» **Required action**
Output each entry below as it stands, leaving out every picture.

(Saved entries)
---*---

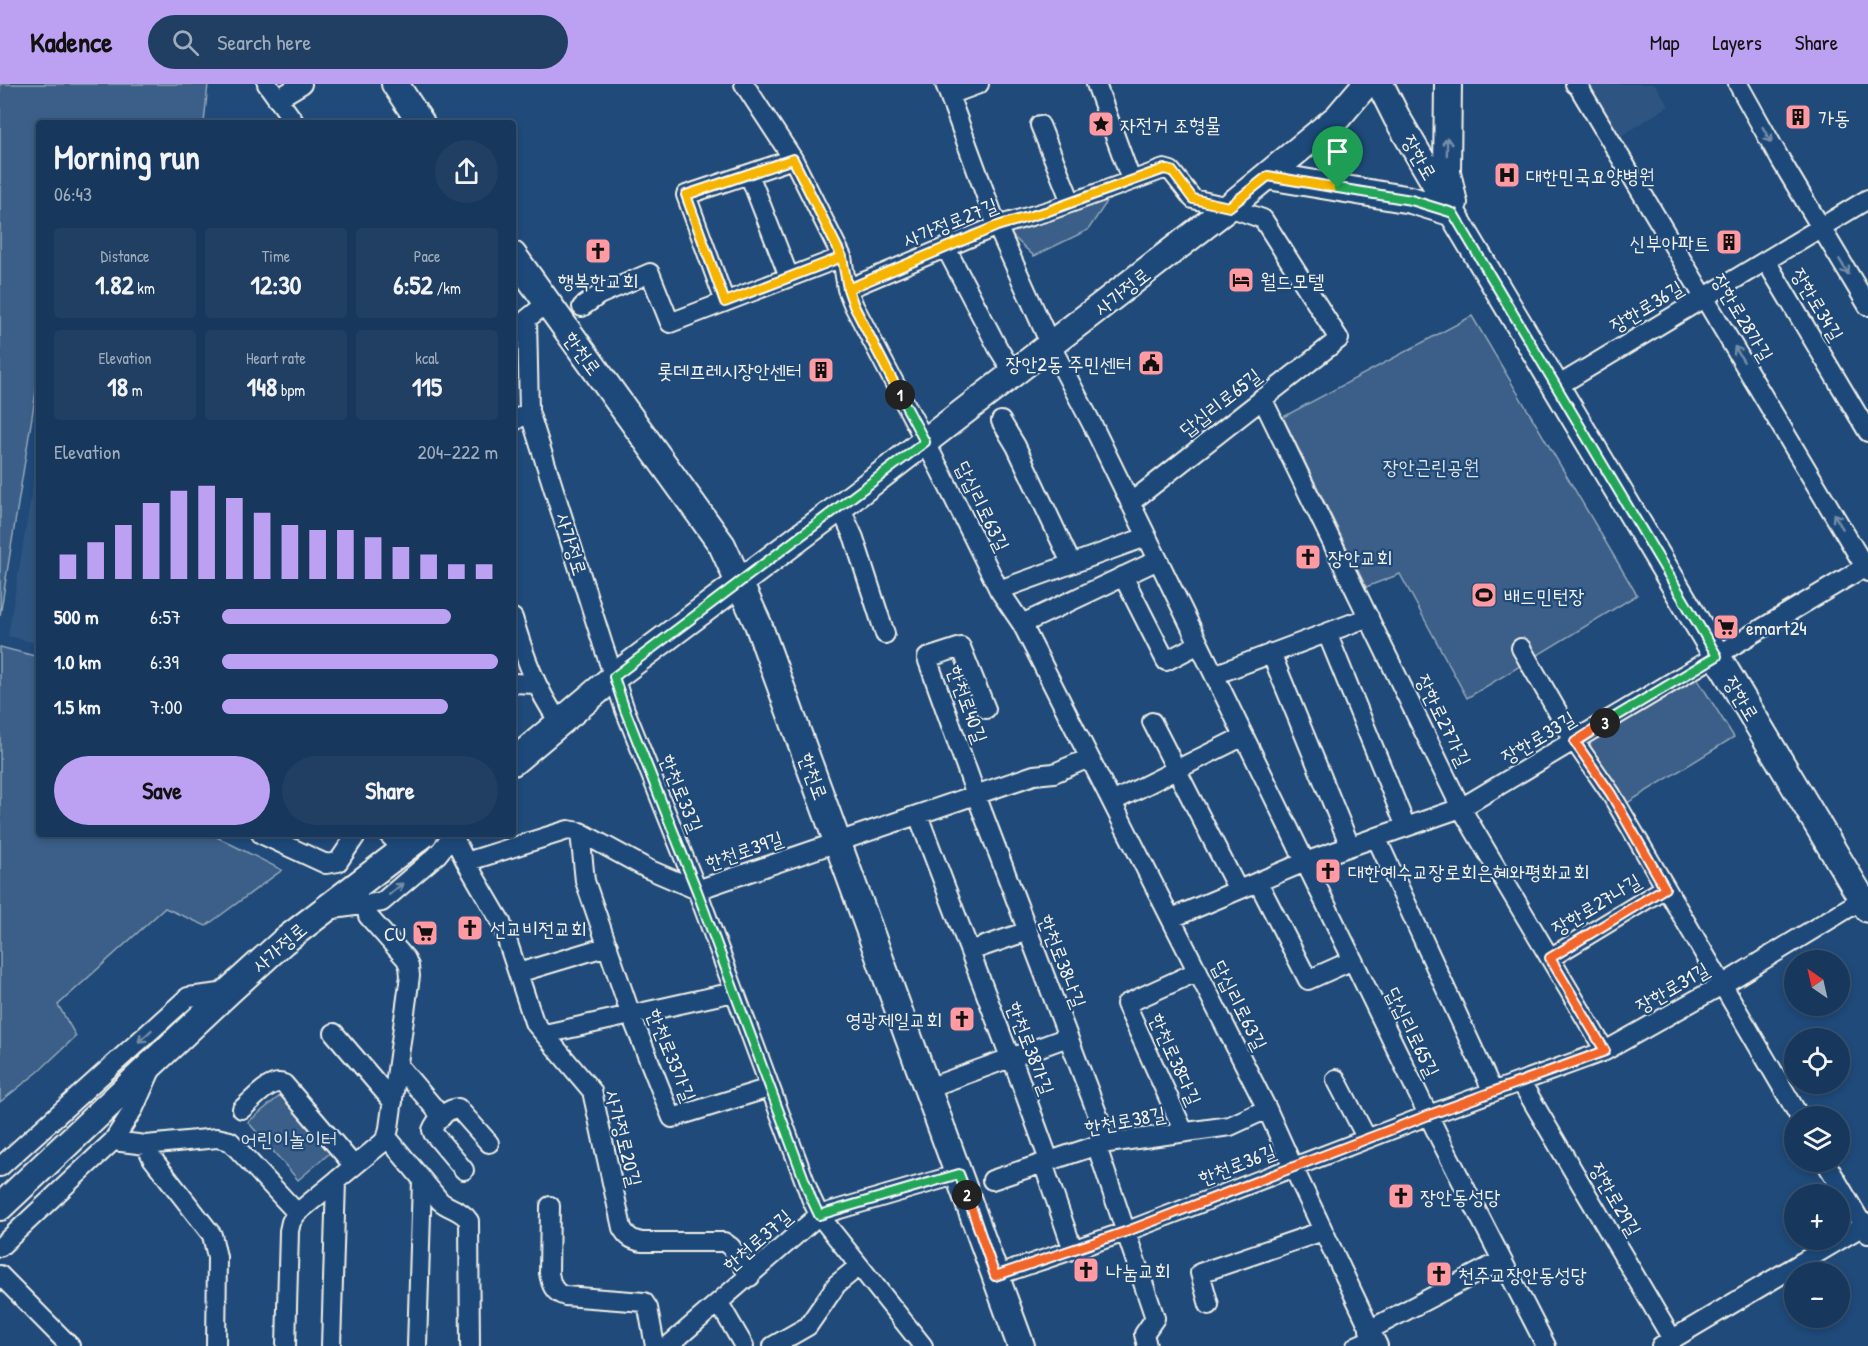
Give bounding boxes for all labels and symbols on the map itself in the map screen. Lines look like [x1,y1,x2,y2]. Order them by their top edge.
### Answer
building icon: 가동 [1783,102,1813,132]
place label: 가동 [1818,104,1850,131]
place icon: 자전거 조형물 [1086,109,1116,139]
place label: 자전거 조형물 [1120,111,1221,138]
pin [1312,126,1363,188]
one-way arrow [1761,126,1773,143]
street label: 장한로 [1396,129,1444,185]
one-way arrow [1442,136,1453,156]
hospital icon: 대한민국요양병원 [1492,160,1522,190]
place label: 대한민국요양병원 [1526,162,1655,189]
street label: 사가정로27길 [899,191,1001,253]
building icon: 신부아파트 [1714,227,1744,257]
place label: 신부아파트 [1630,229,1710,256]
church icon: 행복한교회 [583,236,613,266]
one-way arrow [1839,258,1851,275]
street label: 사가정로 [1088,261,1156,321]
street label: 장한로34길 [1786,262,1850,346]
hotel icon: 월드모텔 [1226,265,1256,295]
place label: 행복한교회 [558,267,638,294]
place label: 월드모텔 [1260,267,1324,294]
street label: 장한로28가길 [1706,268,1780,366]
street label: 장한로36길 [1604,273,1688,339]
street label: 한천로 [558,326,608,380]
one-way arrow [1732,346,1744,363]
public building icon: 장안2동 주민센터 [1136,348,1166,378]
place label: 장안2동 주민센터 [1005,350,1132,377]
building icon: 롯데프레시장안센터 [806,355,836,385]
place label: 롯데프레시장안센터 [657,357,802,384]
street label: 답십리로65길 [1174,362,1266,442]
pin: 1 [885,380,915,410]
park label: 장안근린공원 [1383,453,1479,480]
street label: 답십리로63길 [950,456,1016,556]
street label: 사가정로 [550,509,594,579]
one-way arrow [1832,513,1844,530]
church icon: 장안교회 [1293,542,1323,572]
place label: 장안교회 [1328,544,1392,571]
sports icon: 배드민턴장 [1469,580,1499,610]
place label: 배드민턴장 [1504,582,1584,609]
supermarket icon: emart24 [1711,612,1741,642]
place label: emart24 [1746,614,1807,641]
street label: 한천로40길 [941,661,995,747]
street label: 장한로27가길 [1410,669,1478,771]
street label: 장한로 [1718,670,1766,726]
street label: 장한로33길 [1496,704,1580,770]
pin: 3 [1590,708,1620,738]
street label: 한천로 [793,749,835,803]
street label: 한천로33길 [654,750,710,836]
street label: 한천로39길 [701,824,787,876]
church icon: 대한예수교장로회은혜와평화교회 [1313,856,1343,886]
place label: 대한예수교장로회은혜와평화교회 [1348,858,1589,885]
street label: 장한로27나길 [1546,867,1646,941]
one-way arrow [388,883,404,896]
street label: 한천로38나길 [1033,910,1093,1012]
church icon: 선교비전교회 [455,913,485,943]
place label: 선교비전교회 [490,915,587,942]
street label: 사가정로 [246,916,312,978]
supermarket icon: CU [410,918,440,948]
place label: CU [384,920,406,947]
north arrow [1784,950,1850,1016]
street label: 답십리로63길 [1206,955,1274,1055]
street label: 장한로31길 [1630,955,1714,1019]
street label: 답십리로65길 [1380,983,1446,1081]
street label: 한천로38가길 [1001,997,1061,1099]
street label: 한천로33가길 [641,1004,703,1106]
church icon: 영광제일교회 [947,1004,977,1034]
place label: 영광제일교회 [845,1006,942,1033]
street label: 한천로38다길 [1144,1009,1208,1109]
one-way arrow [138,1029,153,1043]
street label: 사가정로20길 [599,1087,649,1189]
street label: 한천로38길 [1082,1100,1168,1140]
park label: 어린이놀이터 [241,1125,337,1152]
street label: 한천로36길 [1194,1137,1280,1191]
street label: 장한로29길 [1584,1157,1648,1241]
pin: 2 [952,1180,982,1210]
church icon: 장안동성당 [1386,1181,1416,1211]
place label: 장안동성당 [1420,1183,1500,1210]
street label: 한천로37길 [717,1203,797,1277]
church icon: 나눔교회 [1071,1255,1101,1285]
place label: 나눔교회 [1106,1257,1170,1284]
church icon: 천주교장안동성당 [1424,1259,1454,1289]
place label: 천주교장안동성당 [1458,1261,1587,1288]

---*---

» **Task solution**
Give bounding boxes for all labels and symbols on the map itself in the map screen. Lines look like [x1,y1,x2,y2]. Order them by their top edge.
### Answer
building icon: 가동 [1783,102,1813,132]
place label: 가동 [1818,104,1850,131]
place icon: 자전거 조형물 [1086,109,1116,139]
place label: 자전거 조형물 [1120,111,1221,138]
pin [1312,126,1363,188]
one-way arrow [1761,126,1773,143]
street label: 장한로 [1396,129,1444,185]
one-way arrow [1442,136,1453,156]
hospital icon: 대한민국요양병원 [1492,160,1522,190]
place label: 대한민국요양병원 [1526,162,1655,189]
street label: 사가정로27길 [899,191,1001,253]
building icon: 신부아파트 [1714,227,1744,257]
place label: 신부아파트 [1630,229,1710,256]
church icon: 행복한교회 [583,236,613,266]
one-way arrow [1839,258,1851,275]
street label: 사가정로 [1088,261,1156,321]
street label: 장한로34길 [1786,262,1850,346]
hotel icon: 월드모텔 [1226,265,1256,295]
place label: 행복한교회 [558,267,638,294]
place label: 월드모텔 [1260,267,1324,294]
street label: 장한로28가길 [1706,268,1780,366]
street label: 장한로36길 [1604,273,1688,339]
street label: 한천로 [558,326,608,380]
one-way arrow [1732,346,1744,363]
public building icon: 장안2동 주민센터 [1136,348,1166,378]
place label: 장안2동 주민센터 [1005,350,1132,377]
building icon: 롯데프레시장안센터 [806,355,836,385]
place label: 롯데프레시장안센터 [657,357,802,384]
street label: 답십리로65길 [1174,362,1266,442]
pin: 1 [885,380,915,410]
park label: 장안근린공원 [1383,453,1479,480]
street label: 답십리로63길 [950,456,1016,556]
street label: 사가정로 [550,509,594,579]
one-way arrow [1832,513,1844,530]
church icon: 장안교회 [1293,542,1323,572]
place label: 장안교회 [1328,544,1392,571]
sports icon: 배드민턴장 [1469,580,1499,610]
place label: 배드민턴장 [1504,582,1584,609]
supermarket icon: emart24 [1711,612,1741,642]
place label: emart24 [1746,614,1807,641]
street label: 한천로40길 [941,661,995,747]
street label: 장한로27가길 [1410,669,1478,771]
street label: 장한로 [1718,670,1766,726]
street label: 장한로33길 [1496,704,1580,770]
pin: 3 [1590,708,1620,738]
street label: 한천로 [793,749,835,803]
street label: 한천로33길 [654,750,710,836]
street label: 한천로39길 [701,824,787,876]
church icon: 대한예수교장로회은혜와평화교회 [1313,856,1343,886]
place label: 대한예수교장로회은혜와평화교회 [1348,858,1589,885]
street label: 장한로27나길 [1546,867,1646,941]
one-way arrow [388,883,404,896]
street label: 한천로38나길 [1033,910,1093,1012]
church icon: 선교비전교회 [455,913,485,943]
place label: 선교비전교회 [490,915,587,942]
street label: 사가정로 [246,916,312,978]
supermarket icon: CU [410,918,440,948]
place label: CU [384,920,406,947]
north arrow [1784,950,1850,1016]
street label: 답십리로63길 [1206,955,1274,1055]
street label: 장한로31길 [1630,955,1714,1019]
street label: 답십리로65길 [1380,983,1446,1081]
street label: 한천로38가길 [1001,997,1061,1099]
street label: 한천로33가길 [641,1004,703,1106]
church icon: 영광제일교회 [947,1004,977,1034]
place label: 영광제일교회 [845,1006,942,1033]
street label: 한천로38다길 [1144,1009,1208,1109]
one-way arrow [138,1029,153,1043]
street label: 사가정로20길 [599,1087,649,1189]
street label: 한천로38길 [1082,1100,1168,1140]
park label: 어린이놀이터 [241,1125,337,1152]
street label: 한천로36길 [1194,1137,1280,1191]
street label: 장한로29길 [1584,1157,1648,1241]
pin: 2 [952,1180,982,1210]
church icon: 장안동성당 [1386,1181,1416,1211]
place label: 장안동성당 [1420,1183,1500,1210]
street label: 한천로37길 [717,1203,797,1277]
church icon: 나눔교회 [1071,1255,1101,1285]
place label: 나눔교회 [1106,1257,1170,1284]
church icon: 천주교장안동성당 [1424,1259,1454,1289]
place label: 천주교장안동성당 [1458,1261,1587,1288]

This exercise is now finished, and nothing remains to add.